Question

500 gram of water and 100 gram of ice at zero degrees Celsius are in a calorimeter whose water equivalent is 40 gram. 10 gram of steam at 100 degree Celsius is added to it. Then after equilibrium is reached, what is the mass of water in the calorimeter?
A. 580 gram
B. 590 gram
C. 600 gram
D. 610 gram

Answer 1

Hint: The water equivalent of a calorimeter is defined the amount of water needed to absorb the same amount of heat as that calorimeter does for one degree of increase in temperature.Use law of calorimetry to solve this type of questions which states that sum of all the heat gains and releases is zero.

Complete answer:
To convert a unit mass of substance from one state to another (viz.

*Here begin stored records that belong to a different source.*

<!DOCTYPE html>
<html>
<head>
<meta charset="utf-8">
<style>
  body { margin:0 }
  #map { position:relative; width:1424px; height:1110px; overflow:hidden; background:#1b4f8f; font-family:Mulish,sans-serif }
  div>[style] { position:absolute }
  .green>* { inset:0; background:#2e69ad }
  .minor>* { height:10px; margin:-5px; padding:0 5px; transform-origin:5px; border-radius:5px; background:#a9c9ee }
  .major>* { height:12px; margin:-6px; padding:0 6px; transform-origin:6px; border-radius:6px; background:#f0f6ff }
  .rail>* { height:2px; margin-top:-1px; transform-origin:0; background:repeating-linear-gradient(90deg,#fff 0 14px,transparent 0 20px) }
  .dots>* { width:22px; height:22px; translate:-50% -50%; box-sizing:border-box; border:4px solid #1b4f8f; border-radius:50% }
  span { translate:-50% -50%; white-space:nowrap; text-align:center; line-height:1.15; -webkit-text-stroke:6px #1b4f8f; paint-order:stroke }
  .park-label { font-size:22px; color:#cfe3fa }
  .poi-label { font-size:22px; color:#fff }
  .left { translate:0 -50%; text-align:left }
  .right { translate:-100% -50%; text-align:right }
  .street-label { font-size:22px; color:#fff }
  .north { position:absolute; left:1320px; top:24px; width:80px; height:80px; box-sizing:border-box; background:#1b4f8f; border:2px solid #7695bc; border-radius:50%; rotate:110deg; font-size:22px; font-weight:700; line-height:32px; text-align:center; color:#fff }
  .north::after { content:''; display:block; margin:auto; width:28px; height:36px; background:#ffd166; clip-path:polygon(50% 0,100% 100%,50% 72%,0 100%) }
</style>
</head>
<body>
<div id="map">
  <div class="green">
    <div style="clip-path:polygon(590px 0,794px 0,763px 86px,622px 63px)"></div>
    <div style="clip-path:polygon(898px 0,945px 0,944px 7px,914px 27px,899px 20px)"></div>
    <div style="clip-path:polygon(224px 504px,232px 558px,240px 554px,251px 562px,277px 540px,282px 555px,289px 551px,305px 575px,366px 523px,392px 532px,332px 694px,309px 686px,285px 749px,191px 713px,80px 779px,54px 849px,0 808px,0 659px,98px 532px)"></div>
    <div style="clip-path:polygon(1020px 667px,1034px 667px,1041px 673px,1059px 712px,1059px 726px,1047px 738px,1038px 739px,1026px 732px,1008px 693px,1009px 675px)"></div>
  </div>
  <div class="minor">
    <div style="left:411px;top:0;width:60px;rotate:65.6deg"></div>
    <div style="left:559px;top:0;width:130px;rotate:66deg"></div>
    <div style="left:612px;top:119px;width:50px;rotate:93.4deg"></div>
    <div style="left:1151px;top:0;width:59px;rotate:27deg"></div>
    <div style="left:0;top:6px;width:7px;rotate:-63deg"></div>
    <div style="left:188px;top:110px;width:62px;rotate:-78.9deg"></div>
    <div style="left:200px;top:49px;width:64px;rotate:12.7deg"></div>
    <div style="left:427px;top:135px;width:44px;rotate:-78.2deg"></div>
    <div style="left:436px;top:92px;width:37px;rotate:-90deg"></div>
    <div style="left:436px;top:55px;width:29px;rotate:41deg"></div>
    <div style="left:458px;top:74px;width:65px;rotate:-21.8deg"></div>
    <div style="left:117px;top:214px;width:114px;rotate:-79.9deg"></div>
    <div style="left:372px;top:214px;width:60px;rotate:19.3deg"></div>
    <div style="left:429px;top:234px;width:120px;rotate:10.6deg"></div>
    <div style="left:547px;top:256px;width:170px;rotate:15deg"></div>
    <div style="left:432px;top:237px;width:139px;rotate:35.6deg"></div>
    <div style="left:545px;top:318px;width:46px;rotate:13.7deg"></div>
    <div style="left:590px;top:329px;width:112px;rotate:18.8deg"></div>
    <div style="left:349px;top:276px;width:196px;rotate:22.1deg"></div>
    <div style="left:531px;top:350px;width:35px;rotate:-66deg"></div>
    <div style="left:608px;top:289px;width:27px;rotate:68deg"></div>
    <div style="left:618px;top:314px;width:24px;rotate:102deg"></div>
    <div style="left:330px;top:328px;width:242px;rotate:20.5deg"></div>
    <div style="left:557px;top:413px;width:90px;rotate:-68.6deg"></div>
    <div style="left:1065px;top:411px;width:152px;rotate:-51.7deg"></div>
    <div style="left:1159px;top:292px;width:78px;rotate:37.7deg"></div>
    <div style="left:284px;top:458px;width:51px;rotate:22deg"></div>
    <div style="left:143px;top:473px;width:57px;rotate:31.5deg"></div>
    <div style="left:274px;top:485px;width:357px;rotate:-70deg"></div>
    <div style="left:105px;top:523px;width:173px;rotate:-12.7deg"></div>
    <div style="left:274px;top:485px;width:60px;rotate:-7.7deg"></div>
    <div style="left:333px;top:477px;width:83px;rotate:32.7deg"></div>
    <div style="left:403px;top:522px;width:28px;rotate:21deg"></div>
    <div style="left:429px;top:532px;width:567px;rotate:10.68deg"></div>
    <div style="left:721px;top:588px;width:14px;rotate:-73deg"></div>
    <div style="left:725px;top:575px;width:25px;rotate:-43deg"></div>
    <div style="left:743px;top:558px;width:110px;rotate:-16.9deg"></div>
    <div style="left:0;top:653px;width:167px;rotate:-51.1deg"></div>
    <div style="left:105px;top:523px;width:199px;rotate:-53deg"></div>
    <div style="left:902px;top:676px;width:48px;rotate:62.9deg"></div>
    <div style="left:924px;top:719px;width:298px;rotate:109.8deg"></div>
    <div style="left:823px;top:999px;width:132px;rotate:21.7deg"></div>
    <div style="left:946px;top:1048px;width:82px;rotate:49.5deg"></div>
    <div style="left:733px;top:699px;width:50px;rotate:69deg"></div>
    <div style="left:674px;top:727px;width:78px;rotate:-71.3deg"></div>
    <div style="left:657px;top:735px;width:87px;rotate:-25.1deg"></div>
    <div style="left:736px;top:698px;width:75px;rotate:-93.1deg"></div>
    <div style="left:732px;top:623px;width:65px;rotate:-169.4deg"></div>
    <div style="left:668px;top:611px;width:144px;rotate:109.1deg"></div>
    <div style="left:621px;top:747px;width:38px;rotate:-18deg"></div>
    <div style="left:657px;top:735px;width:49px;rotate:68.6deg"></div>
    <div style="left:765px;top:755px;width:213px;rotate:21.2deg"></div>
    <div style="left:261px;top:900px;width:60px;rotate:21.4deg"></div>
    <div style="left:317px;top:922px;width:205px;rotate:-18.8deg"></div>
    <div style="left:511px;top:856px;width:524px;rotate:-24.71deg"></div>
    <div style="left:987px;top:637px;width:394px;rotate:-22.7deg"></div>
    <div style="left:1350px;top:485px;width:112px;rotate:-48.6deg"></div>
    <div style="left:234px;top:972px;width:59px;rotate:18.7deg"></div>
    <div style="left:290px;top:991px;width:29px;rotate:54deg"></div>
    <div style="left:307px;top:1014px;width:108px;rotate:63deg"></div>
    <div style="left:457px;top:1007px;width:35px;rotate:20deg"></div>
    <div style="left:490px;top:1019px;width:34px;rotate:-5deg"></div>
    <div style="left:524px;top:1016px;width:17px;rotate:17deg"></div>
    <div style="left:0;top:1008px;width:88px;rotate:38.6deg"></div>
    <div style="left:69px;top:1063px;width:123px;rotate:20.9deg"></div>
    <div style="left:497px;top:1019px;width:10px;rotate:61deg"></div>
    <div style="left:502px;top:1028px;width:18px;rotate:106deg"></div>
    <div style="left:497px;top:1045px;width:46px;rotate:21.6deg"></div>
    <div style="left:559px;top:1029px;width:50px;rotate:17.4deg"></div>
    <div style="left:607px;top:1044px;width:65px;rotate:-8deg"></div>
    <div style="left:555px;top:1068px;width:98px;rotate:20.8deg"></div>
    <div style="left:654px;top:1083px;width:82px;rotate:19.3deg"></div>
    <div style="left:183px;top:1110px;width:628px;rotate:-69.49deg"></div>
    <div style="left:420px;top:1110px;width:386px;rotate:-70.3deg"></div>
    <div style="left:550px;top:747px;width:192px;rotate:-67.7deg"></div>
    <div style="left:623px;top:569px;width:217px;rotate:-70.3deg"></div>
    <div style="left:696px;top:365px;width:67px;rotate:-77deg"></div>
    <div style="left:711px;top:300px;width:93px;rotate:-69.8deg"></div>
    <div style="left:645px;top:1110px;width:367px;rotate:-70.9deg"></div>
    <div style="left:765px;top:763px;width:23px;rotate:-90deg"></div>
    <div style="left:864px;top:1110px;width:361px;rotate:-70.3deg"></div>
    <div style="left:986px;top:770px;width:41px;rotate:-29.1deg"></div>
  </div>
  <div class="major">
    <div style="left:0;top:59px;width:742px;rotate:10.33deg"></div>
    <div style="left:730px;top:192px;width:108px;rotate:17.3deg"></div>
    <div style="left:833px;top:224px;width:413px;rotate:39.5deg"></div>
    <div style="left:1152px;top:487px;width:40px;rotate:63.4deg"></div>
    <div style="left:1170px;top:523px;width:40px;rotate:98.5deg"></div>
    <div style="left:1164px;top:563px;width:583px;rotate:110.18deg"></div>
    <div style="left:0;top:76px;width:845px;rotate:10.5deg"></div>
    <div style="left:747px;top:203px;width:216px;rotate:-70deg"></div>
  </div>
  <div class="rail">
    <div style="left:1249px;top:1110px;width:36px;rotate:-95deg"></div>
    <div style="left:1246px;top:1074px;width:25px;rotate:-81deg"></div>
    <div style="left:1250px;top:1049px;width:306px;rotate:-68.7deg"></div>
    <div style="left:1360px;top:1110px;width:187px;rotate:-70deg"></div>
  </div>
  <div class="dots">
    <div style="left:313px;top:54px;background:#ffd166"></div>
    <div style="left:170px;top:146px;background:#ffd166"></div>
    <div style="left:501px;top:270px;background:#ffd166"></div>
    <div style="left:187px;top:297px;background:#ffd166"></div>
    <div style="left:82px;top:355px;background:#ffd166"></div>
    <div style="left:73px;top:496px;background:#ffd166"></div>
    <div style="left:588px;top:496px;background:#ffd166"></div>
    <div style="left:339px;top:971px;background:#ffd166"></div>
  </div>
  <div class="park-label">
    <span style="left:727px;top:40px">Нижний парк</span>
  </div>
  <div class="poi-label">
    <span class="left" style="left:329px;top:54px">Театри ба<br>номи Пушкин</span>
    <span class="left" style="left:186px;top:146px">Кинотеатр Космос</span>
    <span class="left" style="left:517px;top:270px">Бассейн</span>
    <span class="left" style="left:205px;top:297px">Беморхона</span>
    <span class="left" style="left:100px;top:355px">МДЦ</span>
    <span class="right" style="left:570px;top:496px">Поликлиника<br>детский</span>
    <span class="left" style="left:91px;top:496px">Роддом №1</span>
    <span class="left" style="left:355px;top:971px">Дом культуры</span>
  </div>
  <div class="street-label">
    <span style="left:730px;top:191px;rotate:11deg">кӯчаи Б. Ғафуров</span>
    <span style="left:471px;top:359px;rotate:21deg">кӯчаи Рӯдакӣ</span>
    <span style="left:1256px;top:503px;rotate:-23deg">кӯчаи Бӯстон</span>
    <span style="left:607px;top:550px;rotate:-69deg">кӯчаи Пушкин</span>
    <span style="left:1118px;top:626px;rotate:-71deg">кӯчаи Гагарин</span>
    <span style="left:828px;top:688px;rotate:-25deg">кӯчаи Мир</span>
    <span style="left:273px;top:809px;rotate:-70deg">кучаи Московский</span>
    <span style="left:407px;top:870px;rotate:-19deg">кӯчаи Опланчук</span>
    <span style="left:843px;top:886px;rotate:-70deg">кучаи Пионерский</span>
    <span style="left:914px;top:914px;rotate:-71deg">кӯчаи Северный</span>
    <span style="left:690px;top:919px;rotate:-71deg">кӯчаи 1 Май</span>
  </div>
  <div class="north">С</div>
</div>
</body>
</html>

Solid, liquid gas), heat is required which is known as latent heat.
According to the law of calorimeters, the heat in an isolated system is conserved.
The water equivalent of a calorimeter is defined as the amount of water needed to absorb the same amount of heat as that calorimeter does for one degree of increase in temperature.
When steam reaches ${{0}^{{}^\circ }}C$, heat released by steam is
$\Delta {{Q}_{steam}}={{m}_{steam}}{{L}_{vap}}+{{m}_{steam}}{{s}_{water}}({{T}_{f}}-{{T}_{i}})$
$\Delta {{Q}_{steam}}=10\times 540+10\times 1\times (100-0)=6400cal$
Out of this 40 gram water equivalent or 40 calories are absorbed by calorimeter. Therefore, remaining heat which will convert ice to water is
$6400-40={{m}_{ice}}{{L}_{fusion}}={{m}_{ice}}\times 79.5$
$\Rightarrow {{m}_{ice}}=\dfrac{6360}{79.5}=80g$
This is the mass of ice which is converted to water. Mass of steam is also converted to water. Therefore, total mass of water in calorimeter is
$500+80+10=590g$

So, the correct answer is “Option B”.

Note:
The water equivalent of a calorimeter is defined as the amount of water needed to absorb the same amount of heat as that calorimeter does for one degree of increase in temperature.
The latent heat of fusion of water is 79.5 calories/g and latent heat of evaporation for water is 540calories/g.